PROBLEM TO WORK ON: Going through the data, count each line that has the word "turn". Reply with the total and nothing more.

================================

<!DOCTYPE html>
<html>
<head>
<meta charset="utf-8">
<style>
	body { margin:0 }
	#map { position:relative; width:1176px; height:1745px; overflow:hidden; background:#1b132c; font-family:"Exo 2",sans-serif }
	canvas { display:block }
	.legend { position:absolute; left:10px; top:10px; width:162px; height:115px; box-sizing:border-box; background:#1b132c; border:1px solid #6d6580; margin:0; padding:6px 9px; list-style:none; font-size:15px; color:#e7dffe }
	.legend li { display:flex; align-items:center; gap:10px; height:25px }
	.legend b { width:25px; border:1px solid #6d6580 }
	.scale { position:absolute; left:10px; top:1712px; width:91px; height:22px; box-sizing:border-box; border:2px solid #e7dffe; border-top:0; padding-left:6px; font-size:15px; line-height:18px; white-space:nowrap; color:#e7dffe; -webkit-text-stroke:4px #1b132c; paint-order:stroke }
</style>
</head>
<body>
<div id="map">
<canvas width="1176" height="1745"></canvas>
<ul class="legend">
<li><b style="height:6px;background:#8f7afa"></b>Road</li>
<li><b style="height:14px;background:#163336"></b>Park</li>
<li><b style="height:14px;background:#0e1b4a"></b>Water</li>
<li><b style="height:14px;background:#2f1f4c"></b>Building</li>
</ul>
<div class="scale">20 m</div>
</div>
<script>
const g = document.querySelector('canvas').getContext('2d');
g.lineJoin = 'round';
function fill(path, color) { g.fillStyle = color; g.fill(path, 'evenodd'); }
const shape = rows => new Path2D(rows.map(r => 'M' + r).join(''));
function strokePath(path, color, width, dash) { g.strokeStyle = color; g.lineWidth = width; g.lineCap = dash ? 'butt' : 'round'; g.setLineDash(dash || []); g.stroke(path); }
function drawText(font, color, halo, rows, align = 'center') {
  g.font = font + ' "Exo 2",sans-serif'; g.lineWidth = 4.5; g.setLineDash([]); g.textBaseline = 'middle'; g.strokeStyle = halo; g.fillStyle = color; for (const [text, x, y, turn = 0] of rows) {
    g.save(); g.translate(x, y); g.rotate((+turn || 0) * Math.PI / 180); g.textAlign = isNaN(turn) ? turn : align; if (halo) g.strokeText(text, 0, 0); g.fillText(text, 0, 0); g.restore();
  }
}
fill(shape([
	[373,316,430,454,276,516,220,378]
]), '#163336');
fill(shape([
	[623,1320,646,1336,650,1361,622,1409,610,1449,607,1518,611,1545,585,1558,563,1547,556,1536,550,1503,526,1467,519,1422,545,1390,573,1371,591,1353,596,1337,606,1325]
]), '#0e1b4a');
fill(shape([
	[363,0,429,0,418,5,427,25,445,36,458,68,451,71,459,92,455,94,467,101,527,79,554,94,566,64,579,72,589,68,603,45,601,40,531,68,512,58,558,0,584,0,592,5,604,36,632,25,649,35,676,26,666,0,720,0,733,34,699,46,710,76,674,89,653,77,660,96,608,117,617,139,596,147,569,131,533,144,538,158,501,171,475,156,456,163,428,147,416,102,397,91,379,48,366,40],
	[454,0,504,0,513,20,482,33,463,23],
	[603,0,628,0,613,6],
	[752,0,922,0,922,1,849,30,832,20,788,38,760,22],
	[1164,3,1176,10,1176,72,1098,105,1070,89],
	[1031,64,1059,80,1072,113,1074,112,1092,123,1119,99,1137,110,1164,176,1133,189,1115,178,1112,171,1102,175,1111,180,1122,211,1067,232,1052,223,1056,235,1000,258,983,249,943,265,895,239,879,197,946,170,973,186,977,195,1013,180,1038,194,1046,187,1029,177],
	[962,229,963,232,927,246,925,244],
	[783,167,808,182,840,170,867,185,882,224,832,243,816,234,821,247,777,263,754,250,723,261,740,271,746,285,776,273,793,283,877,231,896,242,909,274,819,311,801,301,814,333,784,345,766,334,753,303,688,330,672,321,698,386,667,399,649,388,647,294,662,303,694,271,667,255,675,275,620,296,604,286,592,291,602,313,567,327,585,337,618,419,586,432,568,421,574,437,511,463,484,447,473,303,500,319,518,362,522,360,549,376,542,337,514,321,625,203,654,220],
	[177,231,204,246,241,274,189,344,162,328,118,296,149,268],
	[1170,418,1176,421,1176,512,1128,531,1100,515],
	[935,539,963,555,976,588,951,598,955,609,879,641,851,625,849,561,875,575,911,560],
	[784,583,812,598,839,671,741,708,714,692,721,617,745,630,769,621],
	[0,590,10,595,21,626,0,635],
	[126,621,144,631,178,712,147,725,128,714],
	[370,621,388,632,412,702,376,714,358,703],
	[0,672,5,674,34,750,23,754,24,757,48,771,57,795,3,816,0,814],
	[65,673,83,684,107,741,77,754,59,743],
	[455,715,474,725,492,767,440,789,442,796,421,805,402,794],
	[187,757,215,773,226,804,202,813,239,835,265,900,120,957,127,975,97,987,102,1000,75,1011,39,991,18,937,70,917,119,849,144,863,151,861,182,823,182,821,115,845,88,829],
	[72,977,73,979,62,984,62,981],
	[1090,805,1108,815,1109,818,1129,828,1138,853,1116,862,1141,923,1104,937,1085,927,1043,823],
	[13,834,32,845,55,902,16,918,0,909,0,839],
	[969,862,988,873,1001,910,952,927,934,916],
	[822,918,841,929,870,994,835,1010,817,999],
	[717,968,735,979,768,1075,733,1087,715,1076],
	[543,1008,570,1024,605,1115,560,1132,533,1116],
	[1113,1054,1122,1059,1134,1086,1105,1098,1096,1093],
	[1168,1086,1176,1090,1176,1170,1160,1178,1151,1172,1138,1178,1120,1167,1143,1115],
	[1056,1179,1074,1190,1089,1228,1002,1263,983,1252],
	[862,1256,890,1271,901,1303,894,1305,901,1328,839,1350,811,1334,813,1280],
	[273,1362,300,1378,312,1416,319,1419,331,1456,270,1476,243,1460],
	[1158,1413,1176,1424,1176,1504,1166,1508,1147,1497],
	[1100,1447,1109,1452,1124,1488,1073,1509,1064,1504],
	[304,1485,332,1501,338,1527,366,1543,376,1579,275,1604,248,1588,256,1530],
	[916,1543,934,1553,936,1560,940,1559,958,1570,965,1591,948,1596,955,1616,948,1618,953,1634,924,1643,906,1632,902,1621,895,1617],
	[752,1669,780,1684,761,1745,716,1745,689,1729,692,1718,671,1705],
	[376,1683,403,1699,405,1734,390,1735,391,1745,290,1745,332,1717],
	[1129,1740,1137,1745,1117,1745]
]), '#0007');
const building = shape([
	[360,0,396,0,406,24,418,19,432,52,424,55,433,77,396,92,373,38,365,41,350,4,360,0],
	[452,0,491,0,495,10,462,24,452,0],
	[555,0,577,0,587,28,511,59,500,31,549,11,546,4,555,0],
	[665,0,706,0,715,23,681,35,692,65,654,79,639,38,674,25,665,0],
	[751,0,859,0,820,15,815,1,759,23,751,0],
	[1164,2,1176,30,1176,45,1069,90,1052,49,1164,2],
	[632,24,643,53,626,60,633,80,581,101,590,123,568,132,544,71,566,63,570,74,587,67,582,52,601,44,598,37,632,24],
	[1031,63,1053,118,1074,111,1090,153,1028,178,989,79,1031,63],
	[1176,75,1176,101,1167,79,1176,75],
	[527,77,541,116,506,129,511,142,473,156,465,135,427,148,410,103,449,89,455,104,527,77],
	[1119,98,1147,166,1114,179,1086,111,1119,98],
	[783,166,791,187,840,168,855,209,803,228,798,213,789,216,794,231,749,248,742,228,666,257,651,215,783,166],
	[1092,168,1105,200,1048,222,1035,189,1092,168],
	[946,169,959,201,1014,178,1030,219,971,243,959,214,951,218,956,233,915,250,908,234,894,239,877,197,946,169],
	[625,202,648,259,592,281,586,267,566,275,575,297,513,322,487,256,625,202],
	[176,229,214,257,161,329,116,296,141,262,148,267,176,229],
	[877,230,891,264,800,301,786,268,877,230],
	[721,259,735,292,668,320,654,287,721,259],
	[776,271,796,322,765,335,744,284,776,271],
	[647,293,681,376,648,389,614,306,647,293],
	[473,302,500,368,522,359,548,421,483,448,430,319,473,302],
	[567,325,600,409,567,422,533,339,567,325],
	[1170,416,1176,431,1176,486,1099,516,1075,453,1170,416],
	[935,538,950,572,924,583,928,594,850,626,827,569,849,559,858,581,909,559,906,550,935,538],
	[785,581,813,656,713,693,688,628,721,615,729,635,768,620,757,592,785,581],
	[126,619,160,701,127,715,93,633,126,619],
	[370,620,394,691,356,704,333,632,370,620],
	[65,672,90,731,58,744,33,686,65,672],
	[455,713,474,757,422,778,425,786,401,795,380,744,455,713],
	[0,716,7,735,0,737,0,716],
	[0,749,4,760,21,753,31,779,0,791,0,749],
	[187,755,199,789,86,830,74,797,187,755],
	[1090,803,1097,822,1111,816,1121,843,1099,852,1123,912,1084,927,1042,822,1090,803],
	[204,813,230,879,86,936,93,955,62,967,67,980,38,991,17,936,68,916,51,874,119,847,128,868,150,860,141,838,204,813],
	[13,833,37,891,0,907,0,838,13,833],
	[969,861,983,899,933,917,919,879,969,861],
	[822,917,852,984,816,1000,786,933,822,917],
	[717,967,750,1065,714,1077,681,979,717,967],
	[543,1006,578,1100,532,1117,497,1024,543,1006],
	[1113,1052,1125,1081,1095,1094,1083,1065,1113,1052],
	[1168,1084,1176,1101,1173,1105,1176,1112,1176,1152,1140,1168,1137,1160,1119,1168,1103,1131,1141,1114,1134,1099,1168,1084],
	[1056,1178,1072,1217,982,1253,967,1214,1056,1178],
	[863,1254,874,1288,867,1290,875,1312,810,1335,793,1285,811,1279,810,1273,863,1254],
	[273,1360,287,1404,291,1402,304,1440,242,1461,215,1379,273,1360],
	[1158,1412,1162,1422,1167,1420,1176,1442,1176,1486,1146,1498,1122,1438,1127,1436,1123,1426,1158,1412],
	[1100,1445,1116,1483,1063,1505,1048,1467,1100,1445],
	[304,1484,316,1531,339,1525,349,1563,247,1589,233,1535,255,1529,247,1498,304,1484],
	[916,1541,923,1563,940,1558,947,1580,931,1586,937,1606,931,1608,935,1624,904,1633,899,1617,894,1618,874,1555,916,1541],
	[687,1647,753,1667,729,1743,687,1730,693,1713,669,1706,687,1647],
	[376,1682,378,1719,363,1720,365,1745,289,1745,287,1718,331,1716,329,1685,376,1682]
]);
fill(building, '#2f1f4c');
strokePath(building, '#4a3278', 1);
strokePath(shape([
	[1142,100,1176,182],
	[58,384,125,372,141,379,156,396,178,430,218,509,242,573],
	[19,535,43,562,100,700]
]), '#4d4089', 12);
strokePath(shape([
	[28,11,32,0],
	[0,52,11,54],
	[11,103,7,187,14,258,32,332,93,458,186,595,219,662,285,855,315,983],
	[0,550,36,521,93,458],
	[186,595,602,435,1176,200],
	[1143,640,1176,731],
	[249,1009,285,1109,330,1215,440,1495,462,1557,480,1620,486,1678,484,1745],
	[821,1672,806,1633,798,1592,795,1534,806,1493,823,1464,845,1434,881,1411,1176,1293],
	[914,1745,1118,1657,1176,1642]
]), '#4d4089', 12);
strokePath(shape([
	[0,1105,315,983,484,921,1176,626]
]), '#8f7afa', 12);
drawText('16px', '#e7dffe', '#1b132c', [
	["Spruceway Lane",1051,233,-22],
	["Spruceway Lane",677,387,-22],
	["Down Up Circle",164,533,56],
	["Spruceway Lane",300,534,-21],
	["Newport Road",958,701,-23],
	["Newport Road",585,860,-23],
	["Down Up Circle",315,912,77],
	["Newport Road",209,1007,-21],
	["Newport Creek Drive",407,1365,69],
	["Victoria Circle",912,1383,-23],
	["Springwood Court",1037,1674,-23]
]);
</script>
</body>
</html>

================================

THE ANSWER: 2